◆ Problem requirements ◆
The lines from the beginning of the records below through the one holding "inset:0; background:#2d5fb7; transform-origin:0" are to be copied exactly; leave the pictures out.

*** Opening of Data ***

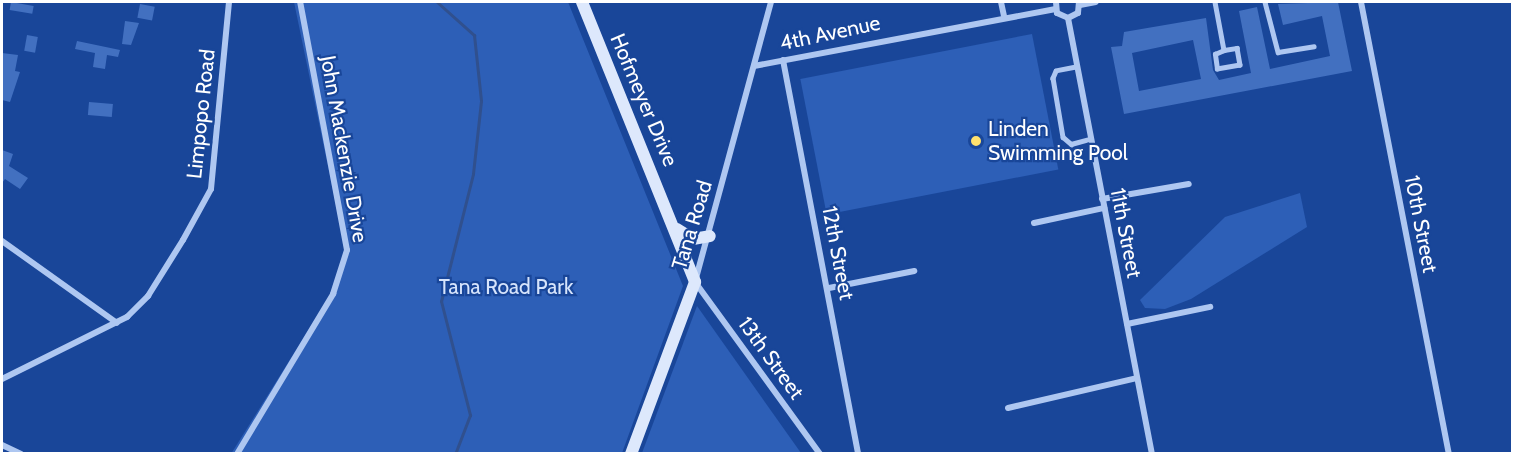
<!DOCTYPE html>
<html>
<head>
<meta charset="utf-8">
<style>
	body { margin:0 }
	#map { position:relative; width:1514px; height:455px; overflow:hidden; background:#194699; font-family:Cabin,sans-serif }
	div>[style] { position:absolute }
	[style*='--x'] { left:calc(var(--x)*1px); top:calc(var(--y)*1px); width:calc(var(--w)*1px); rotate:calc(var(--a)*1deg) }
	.green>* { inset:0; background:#2d5fb7; transform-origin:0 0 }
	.stream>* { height:3px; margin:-1.5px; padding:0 1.5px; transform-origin:1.5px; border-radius:1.5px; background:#30508e }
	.building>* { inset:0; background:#4270c0; transform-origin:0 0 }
	.lane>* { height:4.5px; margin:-2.25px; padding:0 2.25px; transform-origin:2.25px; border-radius:2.25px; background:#aec7f1 }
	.street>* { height:6px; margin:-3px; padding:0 3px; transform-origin:3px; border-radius:3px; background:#aec7f1 }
	.secondary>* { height:12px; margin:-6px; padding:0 6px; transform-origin:6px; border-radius:6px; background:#dde8fc }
	.dots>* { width:16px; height:16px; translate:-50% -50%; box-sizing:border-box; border:3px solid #194699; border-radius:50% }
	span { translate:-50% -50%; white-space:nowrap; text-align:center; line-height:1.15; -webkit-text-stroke:4.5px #194699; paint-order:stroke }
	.street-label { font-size:21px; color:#fff }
	.poi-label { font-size:21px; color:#fff }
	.left { translate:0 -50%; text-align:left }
	.park-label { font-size:21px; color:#d6e4fc }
	.frame { position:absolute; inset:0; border:3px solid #fff; pointer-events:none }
</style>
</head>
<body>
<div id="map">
	<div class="green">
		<div style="clip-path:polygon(294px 2px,568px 2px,683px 286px,622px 453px,231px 454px,334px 289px,345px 249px)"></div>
		<div style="left:1032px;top:34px;width:138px;height:236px;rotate:79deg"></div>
		<div style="clip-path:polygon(1300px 193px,1307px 227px,1191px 299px,1165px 309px,1145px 308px,1140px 300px,1225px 217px)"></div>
		<div style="clip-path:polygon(697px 306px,801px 453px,642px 453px)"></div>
	</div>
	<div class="stream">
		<div style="--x:437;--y:2;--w:50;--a:41.7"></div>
		<div style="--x:474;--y:35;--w:66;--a:83.9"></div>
		<div style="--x:481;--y:101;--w:73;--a:96.3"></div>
		<div style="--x:473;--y:174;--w:131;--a:104.1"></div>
		<div style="--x:441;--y:301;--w:118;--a:75.7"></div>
		<div style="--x:470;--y:415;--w:42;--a:111"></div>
	</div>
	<div class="building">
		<div style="left:11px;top:2px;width:23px;height:8px;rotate:10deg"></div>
		<div style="clip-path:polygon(evenodd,1338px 2px,1352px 71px,1124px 114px,1111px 47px,1122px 46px,1124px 32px,1206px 18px,1213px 70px,1219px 80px,1251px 73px,1239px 11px,1257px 7px,1270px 69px,1330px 56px,1322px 16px,1283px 25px,1278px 4px,1338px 2px,1193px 40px,1201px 79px,1139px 91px,1132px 53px,1193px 40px)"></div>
		<div style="left:140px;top:4px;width:15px;height:14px;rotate:11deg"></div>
		<div style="clip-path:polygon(125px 21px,139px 23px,131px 45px,122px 44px)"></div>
		<div style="left:27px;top:35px;width:11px;height:16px;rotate:10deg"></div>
		<div style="clip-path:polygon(77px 41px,120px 50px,118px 57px,107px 55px,105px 69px,93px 67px,95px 53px,75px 49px)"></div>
		<div style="clip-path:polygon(2px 53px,18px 55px,15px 71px,20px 72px,10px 102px,2px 100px)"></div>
		<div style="left:89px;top:102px;width:24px;height:13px;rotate:5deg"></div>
		<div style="clip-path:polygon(2px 150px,13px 154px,9px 166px,28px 178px,20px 189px,5px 179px,2px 183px)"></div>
	</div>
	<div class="lane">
		<div style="--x:1215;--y:2;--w:49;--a:79.4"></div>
		<div style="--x:1224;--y:50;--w:13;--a:-9"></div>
		<div style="--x:1237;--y:48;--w:17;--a:80"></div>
		<div style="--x:1240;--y:65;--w:23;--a:170"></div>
		<div style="--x:1217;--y:69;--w:15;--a:-98"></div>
		<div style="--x:1215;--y:54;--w:10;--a:-24"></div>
		<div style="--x:1265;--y:2;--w:52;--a:75.4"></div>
		<div style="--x:1278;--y:52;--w:36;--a:-9"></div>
		<div style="--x:1076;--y:67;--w:20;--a:169"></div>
		<div style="--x:1056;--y:71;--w:8;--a:113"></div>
		<div style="--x:1053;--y:78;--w:60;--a:80.4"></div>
		<div style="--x:1063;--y:137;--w:11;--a:41"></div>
		<div style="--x:1071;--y:144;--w:20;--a:-15"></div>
	</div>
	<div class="street">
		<div style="--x:771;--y:2;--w:290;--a:105.2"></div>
		<div style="--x:695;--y:282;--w:213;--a:54"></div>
		<div style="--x:1001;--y:2;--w:14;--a:78"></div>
		<div style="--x:1056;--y:2;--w:11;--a:85"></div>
		<div style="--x:1057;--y:13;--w:12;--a:24"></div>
		<div style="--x:1068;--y:18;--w:11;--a:-27"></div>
		<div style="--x:1078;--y:13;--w:11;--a:-85"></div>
		<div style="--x:1361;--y:2;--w:460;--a:79"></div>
		<div style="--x:1080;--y:5;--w:16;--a:-11"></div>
		<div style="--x:1068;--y:18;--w:444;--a:79.1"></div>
		<div style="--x:783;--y:60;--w:401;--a:79.2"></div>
		<div style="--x:754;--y:66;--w:307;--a:-10.7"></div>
		<div style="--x:1102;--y:199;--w:88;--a:-9.8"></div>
		<div style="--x:1034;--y:223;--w:72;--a:-12.1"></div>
		<div style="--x:2;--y:241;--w:141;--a:35.5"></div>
		<div style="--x:829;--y:288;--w:87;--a:-11.3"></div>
		<div style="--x:1127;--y:324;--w:85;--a:-11.6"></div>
		<div style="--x:2;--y:379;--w:140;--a:-26.4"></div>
		<div style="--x:127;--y:317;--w:30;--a:-45"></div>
		<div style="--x:148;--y:296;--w:66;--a:-58"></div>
		<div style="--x:183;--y:240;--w:58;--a:-61.2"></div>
		<div style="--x:211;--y:189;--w:188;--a:-84.5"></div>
		<div style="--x:1008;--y:408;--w:132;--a:-13.1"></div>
		<div style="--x:2;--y:445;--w:21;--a:25"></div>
		<div style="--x:237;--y:454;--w:187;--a:-59"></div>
		<div style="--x:333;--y:294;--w:46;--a:-72.3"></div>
		<div style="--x:347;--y:250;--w:252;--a:-100.7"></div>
	</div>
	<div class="secondary">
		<div style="--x:582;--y:2;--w:302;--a:68"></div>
		<div style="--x:695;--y:282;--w:184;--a:110.4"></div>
		<div style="--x:677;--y:229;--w:19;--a:32"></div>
		<div style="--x:693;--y:239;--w:17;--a:-10"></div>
	</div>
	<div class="dots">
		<div style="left:976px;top:141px;background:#ffe16e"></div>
	</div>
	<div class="street-label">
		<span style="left:830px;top:33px;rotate:-12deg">4th Avenue</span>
		<span style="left:644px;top:100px;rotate:67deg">Hofmeyer Drive</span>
		<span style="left:201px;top:114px;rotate:-84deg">Limpopo Road</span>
		<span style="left:344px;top:149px;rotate:80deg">John Mackenzie Drive</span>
		<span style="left:1421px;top:224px;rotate:79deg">10th Street</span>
		<span style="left:692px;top:225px;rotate:-73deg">Tana Road</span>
		<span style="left:1126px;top:233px;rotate:79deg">11th Street</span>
		<span style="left:838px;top:253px;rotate:79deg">12th Street</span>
		<span style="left:771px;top:358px;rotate:54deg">13th Street</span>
	</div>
	<div class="poi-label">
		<span class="left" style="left:988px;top:141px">Linden<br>Swimming Pool</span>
	</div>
	<div class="park-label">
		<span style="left:506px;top:287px">Tana Road Park</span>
	</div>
	<div class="frame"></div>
</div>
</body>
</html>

*** Close of Data ***

◆ Solution to this exercise ◆
<!DOCTYPE html>
<html>
<head>
<meta charset="utf-8">
<style>
	body { margin:0 }
	#map { position:relative; width:1514px; height:455px; overflow:hidden; background:#194699; font-family:Cabin,sans-serif }
	div>[style] { position:absolute }
	[style*='--x'] { left:calc(var(--x)*1px); top:calc(var(--y)*1px); width:calc(var(--w)*1px); rotate:calc(var(--a)*1deg) }
	.green>* { inset:0; background:#2d5fb7; transform-origin:0 0 }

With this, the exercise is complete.